#Komiaza.com - C’est pratiquement une partie de ping pong entre les populations de Dschang et le gouvernement du Cameroun, à propos de la reconstruction de la falaise de Dschang fermée à la circulation depuis le 5 novembre 2024, date du double éboulement de terrain qui fait plus d’une trentaine de morts.
Le gouvernement, par un communiqué du Gouverneur de la région de l’Ouest, avait fermé la route à la circulation, sans pour autant prendre des dispositions pertinentes pour rassurer les populations riveraines (Dschang et Santchou) et tous les autres usagers de cette route qui dessert quatre grandes régions du pays : le littoral, l’Ouest, le Sud-Ouest (en partie) et le Nord-Ouest quant à la solution provisoire. Du coup ce sont les maires qui « déchiraient la couverture », soit pour que le contournement soit par Fokoué, Fontsa Touala et Fombap; soit pour qu’il passe par Fotetsa, Fondonera et Santchou.
Dans l’attente interminable, un communiqué du ministre des Travaux publics, Emmanuel Nganou Djoumessi, daté du 10 février est venu convaincre les populations de ce que le gouvernement ne faisait pas de cette route une priorité. En aucun moment le ministre a rassuré quant aux mesures concrètes prises par le gouvernement pour reconstruire la route et rétablir la circulation. Sauf de dire que des études ont été faites, le terrain est dangereux, etc.
Raison pour laquelle, sans doute, dimanche dernier 3 mars, les populations sont sorties en masse, armées de machettes, de pelles, de houes et de marteaux, pour aller construire un pont en bois ; en vue de faciliter les mouvements des personnes. Les vidéos tests, où l’on voit les véhicules personnels et de transport de passagers, ont enflammés la toile.

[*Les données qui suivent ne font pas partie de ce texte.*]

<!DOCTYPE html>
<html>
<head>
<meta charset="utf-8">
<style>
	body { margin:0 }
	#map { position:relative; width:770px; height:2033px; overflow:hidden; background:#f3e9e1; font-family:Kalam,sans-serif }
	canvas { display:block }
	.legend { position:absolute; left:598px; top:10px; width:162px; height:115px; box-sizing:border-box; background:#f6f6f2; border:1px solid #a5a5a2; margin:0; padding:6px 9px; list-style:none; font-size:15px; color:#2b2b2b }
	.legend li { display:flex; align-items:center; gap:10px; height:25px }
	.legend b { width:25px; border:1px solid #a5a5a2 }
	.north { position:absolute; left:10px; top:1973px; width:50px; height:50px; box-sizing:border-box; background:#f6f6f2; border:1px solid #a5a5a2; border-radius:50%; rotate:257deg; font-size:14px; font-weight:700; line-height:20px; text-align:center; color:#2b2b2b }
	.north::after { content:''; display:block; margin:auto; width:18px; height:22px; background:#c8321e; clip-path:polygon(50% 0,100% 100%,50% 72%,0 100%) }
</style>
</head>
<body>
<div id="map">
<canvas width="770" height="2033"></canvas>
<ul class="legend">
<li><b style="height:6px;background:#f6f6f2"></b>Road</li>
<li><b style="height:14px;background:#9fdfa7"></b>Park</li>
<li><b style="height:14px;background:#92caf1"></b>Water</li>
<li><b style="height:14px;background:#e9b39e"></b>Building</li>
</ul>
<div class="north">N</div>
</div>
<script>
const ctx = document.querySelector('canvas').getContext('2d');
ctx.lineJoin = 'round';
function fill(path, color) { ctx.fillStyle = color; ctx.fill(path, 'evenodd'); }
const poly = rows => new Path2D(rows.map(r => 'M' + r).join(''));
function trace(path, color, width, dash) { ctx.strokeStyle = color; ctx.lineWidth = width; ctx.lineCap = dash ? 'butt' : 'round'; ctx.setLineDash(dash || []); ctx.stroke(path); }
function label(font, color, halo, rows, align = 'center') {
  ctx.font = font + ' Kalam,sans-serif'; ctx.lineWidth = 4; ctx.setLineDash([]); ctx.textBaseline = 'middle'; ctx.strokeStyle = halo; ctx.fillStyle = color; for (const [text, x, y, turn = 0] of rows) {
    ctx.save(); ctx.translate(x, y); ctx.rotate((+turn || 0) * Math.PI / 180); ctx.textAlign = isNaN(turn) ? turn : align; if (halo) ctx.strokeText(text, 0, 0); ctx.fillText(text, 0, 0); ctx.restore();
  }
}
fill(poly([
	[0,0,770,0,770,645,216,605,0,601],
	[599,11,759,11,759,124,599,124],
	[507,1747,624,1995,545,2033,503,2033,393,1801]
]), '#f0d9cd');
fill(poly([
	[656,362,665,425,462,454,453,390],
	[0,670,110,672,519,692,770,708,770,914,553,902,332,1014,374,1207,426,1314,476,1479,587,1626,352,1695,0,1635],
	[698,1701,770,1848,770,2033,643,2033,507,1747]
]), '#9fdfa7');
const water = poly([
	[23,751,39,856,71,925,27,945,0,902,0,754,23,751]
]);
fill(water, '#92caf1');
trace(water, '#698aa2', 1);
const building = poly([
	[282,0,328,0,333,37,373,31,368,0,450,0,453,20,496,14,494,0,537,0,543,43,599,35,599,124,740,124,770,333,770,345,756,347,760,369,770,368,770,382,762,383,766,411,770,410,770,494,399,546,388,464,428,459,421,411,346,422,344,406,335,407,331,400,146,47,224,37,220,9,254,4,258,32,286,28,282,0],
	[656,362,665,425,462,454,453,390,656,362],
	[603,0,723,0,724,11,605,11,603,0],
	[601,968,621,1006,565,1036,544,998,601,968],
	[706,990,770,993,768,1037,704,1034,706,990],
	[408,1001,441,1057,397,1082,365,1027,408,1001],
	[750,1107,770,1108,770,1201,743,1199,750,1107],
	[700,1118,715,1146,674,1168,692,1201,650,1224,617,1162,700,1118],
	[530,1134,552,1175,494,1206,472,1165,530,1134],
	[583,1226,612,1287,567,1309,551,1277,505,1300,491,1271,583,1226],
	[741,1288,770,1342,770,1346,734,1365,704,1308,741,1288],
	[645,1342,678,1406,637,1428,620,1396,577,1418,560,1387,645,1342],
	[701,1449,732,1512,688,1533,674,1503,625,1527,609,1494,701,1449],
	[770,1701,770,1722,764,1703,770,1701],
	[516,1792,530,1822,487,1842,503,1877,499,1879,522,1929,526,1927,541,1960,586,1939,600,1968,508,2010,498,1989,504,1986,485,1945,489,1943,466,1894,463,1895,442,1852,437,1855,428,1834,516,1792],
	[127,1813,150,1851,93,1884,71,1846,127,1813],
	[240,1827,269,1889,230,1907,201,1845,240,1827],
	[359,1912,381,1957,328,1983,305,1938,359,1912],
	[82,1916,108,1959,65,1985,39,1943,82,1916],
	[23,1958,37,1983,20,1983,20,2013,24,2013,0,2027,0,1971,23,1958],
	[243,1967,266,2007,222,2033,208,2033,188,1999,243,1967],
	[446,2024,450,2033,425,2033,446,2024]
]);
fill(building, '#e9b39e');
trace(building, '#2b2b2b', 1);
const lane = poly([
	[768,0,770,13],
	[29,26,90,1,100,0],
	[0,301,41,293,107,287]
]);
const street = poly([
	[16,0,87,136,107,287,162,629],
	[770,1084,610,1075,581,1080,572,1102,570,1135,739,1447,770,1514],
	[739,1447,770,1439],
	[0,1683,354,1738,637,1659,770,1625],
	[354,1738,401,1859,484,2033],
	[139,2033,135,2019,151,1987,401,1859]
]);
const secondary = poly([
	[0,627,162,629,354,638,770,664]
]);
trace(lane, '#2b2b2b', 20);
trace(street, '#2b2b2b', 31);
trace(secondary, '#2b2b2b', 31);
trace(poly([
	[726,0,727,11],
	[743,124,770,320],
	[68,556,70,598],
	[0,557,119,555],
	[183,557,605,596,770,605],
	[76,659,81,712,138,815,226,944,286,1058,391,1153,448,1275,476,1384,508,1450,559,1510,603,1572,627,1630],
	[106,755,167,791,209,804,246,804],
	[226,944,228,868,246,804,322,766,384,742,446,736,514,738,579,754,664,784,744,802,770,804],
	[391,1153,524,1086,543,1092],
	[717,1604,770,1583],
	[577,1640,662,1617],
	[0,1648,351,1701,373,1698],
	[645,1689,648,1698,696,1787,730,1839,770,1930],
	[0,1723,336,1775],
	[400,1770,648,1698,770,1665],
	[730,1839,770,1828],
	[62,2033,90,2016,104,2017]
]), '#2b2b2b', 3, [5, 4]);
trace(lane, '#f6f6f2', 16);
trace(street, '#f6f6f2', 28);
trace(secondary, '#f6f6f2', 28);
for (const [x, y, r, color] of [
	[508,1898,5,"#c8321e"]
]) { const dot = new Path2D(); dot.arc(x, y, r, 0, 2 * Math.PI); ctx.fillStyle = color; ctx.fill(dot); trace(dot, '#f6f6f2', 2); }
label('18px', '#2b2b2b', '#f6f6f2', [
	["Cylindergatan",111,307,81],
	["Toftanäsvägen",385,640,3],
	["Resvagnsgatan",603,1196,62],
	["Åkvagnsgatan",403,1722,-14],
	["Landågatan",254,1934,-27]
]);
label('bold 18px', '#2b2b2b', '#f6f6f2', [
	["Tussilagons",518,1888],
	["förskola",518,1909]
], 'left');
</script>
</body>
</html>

Un acte qui a mobilisé les autorités administratives à leur tête le préfet du département de la Menoua accompagné d’une escouade d’hommes en tenue et la police municipale de Dschang. Munis de haches, d’essence et d’allumettes ils ont effectué une descente musclée sur les lieux. C’est ainsi que le pont a été détruit et les matériaux (bois et planche) incendiés.
Contre toute attente, ce mercredi matin, des informations ont circulé selon lesquelles le pont a été nuitamment reconstruit, cette fois en pierre. Une façon pour ses ouvriers dont personne ne connait l’identité-tantôt on dit qu’il s’agit des motomans, tantôt on dit qu’il s’agit des transporteurs par car, et tantôt on dit qu’il s’agit pour la plupart des personnes ayant des plantations en aval du site de l’éboulement-, de dire au gouvernement: « venez bruler les pierres ! On souffre, vous ne voulez rien faire ! »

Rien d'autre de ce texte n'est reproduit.